What needs to be done »
Read through the records below and copy each line that uses the word "SourceGraphic".

········

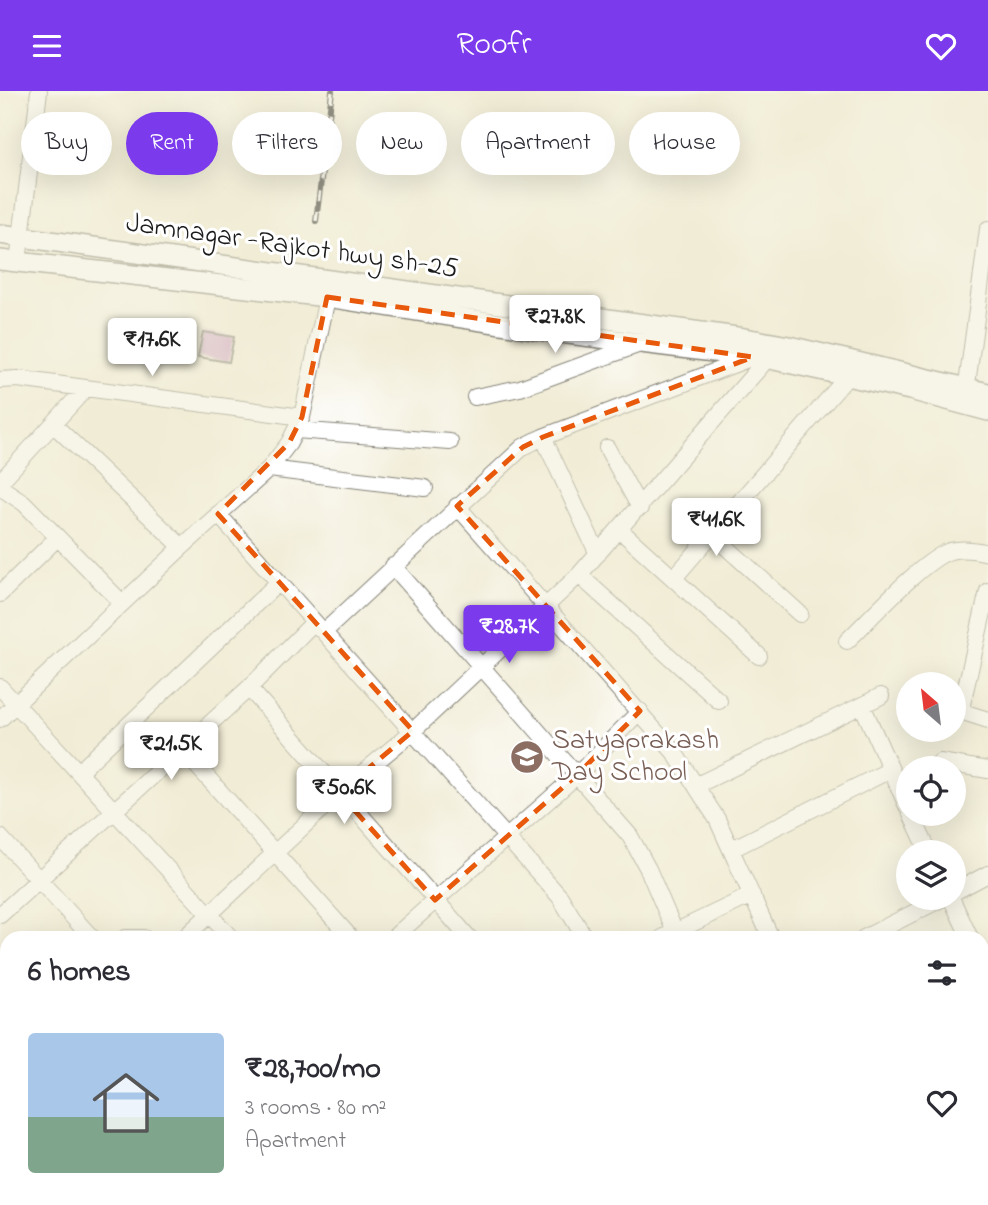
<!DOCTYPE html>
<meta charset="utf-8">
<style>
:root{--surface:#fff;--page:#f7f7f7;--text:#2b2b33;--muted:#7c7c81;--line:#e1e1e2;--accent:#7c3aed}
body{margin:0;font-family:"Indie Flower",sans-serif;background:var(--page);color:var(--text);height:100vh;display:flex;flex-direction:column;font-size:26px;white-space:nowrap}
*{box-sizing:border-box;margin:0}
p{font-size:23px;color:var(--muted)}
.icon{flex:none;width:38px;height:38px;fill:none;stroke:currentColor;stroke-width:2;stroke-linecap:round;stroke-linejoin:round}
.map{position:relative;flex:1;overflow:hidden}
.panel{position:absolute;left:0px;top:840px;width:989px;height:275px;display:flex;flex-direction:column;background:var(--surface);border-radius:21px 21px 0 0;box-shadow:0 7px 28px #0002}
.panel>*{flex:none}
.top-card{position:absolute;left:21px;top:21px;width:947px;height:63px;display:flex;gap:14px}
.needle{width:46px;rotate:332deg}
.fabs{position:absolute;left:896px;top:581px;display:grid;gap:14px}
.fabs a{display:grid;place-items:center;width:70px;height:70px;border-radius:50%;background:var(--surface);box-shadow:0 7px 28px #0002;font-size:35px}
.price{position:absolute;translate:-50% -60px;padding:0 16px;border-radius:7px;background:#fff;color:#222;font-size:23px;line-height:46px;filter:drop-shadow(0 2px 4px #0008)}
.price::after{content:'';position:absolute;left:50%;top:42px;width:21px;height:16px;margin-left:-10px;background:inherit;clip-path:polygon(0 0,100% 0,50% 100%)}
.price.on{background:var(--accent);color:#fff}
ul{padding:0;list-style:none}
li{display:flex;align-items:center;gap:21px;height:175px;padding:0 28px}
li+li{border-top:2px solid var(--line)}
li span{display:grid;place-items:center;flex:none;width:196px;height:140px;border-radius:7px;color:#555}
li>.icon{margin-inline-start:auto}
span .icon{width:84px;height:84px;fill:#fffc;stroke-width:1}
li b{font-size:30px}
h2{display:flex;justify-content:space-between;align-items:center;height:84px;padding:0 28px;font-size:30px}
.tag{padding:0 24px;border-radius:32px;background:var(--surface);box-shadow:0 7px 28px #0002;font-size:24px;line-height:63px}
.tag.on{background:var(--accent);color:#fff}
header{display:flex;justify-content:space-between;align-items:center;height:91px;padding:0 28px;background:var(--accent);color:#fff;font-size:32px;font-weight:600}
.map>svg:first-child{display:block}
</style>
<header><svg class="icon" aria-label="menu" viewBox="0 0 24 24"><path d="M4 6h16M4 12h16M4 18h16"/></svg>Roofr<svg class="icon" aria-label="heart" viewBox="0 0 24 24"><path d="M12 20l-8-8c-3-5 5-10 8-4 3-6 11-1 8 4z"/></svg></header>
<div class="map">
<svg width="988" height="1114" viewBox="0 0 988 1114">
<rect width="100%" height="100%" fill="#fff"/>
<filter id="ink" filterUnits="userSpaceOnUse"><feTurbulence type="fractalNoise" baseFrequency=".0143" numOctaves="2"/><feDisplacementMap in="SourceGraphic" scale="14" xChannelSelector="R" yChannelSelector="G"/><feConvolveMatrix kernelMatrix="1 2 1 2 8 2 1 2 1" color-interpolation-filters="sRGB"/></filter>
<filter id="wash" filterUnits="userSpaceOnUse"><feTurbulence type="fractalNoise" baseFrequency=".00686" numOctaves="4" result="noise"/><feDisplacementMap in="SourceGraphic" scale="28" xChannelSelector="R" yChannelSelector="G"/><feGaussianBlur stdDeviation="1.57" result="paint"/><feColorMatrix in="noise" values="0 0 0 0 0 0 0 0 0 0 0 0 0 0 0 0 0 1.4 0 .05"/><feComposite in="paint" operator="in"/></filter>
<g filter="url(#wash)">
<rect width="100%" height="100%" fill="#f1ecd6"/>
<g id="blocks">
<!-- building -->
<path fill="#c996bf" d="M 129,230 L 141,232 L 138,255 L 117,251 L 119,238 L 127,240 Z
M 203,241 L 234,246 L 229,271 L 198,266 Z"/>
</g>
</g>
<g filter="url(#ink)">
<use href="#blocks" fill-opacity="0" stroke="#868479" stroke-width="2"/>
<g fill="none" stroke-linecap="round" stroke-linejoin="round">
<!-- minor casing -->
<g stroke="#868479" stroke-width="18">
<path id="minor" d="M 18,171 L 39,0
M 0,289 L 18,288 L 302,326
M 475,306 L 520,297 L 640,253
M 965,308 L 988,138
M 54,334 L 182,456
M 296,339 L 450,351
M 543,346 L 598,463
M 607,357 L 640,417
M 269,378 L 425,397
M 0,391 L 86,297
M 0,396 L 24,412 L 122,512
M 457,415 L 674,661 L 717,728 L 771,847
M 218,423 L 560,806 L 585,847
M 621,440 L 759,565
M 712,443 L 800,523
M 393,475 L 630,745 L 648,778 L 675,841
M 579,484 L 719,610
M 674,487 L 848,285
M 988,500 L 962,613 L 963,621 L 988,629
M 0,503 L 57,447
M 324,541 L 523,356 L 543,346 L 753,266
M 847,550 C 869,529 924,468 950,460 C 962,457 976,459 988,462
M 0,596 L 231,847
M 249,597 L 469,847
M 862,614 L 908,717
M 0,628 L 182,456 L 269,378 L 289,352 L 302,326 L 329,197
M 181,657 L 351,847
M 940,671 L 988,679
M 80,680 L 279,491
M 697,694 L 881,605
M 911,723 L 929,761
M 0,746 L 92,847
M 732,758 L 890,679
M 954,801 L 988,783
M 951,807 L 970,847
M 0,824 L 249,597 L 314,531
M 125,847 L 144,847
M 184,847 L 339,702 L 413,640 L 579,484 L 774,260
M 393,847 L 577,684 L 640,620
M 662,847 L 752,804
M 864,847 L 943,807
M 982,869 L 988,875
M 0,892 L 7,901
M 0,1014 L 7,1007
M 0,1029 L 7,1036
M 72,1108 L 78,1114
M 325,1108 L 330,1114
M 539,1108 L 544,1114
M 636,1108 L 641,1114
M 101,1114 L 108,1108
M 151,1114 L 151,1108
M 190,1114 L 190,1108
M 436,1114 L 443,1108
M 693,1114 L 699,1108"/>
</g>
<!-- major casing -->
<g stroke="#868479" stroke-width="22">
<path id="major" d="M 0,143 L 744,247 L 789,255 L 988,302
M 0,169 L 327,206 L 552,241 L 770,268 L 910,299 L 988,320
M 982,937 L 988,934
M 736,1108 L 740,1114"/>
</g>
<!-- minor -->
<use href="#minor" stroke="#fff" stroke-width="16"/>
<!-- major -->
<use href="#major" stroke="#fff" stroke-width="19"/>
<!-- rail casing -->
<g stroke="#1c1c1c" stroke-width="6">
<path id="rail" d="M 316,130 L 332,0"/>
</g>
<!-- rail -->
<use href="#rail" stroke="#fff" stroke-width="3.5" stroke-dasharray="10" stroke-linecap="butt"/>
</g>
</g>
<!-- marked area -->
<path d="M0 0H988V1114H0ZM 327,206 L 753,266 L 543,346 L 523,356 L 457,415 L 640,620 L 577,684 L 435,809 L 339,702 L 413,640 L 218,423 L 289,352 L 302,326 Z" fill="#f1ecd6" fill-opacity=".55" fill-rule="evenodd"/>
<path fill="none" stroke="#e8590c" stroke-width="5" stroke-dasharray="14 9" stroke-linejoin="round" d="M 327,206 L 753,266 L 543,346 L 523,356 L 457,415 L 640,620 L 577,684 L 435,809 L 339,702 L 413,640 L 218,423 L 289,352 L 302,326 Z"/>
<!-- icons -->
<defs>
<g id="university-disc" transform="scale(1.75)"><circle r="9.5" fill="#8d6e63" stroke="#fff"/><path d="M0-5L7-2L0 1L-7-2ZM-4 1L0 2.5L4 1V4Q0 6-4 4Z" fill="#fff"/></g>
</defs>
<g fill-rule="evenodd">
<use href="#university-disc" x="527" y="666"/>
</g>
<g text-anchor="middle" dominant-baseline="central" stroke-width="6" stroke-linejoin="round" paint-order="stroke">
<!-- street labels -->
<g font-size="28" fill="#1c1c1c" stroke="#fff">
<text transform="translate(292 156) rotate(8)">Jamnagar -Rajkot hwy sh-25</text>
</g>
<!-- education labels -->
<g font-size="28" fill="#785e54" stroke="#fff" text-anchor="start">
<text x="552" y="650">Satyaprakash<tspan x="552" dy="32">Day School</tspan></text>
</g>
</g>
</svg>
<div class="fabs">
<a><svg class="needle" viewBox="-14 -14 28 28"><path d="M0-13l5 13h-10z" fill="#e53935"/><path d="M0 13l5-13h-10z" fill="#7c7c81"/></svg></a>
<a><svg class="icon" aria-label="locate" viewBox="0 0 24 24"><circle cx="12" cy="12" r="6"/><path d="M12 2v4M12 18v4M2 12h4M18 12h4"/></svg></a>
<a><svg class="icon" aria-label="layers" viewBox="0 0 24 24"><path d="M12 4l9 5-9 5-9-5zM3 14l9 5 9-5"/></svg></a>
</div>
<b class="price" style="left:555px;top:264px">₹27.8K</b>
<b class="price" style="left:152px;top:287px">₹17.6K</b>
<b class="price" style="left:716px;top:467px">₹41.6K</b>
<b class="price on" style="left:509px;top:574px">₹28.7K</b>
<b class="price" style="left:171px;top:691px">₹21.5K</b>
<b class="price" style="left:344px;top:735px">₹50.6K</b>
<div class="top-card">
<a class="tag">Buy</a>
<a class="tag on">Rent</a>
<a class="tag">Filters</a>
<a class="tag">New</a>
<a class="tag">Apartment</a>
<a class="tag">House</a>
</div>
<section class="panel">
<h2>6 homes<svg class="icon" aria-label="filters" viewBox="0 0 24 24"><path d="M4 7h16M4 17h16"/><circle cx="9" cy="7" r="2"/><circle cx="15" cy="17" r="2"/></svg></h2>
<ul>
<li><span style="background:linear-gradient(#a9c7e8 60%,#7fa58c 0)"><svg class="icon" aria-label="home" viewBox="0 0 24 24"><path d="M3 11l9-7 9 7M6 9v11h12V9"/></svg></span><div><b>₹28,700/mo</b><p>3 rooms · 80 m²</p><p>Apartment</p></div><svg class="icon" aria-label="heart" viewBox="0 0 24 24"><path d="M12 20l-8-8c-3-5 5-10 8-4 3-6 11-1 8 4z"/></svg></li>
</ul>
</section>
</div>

········

Expected answer »
<filter id="ink" filterUnits="userSpaceOnUse"><feTurbulence type="fractalNoise" baseFrequency=".0143" numOctaves="2"/><feDisplacementMap in="SourceGraphic" scale="14" xChannelSelector="R" yChannelSelector="G"/><feConvolveMatrix kernelMatrix="1 2 1 2 8 2 1 2 1" color-interpolation-filters="sRGB"/></filter>
<filter id="wash" filterUnits="userSpaceOnUse"><feTurbulence type="fractalNoise" baseFrequency=".00686" numOctaves="4" result="noise"/><feDisplacementMap in="SourceGraphic" scale="28" xChannelSelector="R" yChannelSelector="G"/><feGaussianBlur stdDeviation="1.57" result="paint"/><feColorMatrix in="noise" values="0 0 0 0 0 0 0 0 0 0 0 0 0 0 0 0 0 1.4 0 .05"/><feComposite in="paint" operator="in"/></filter>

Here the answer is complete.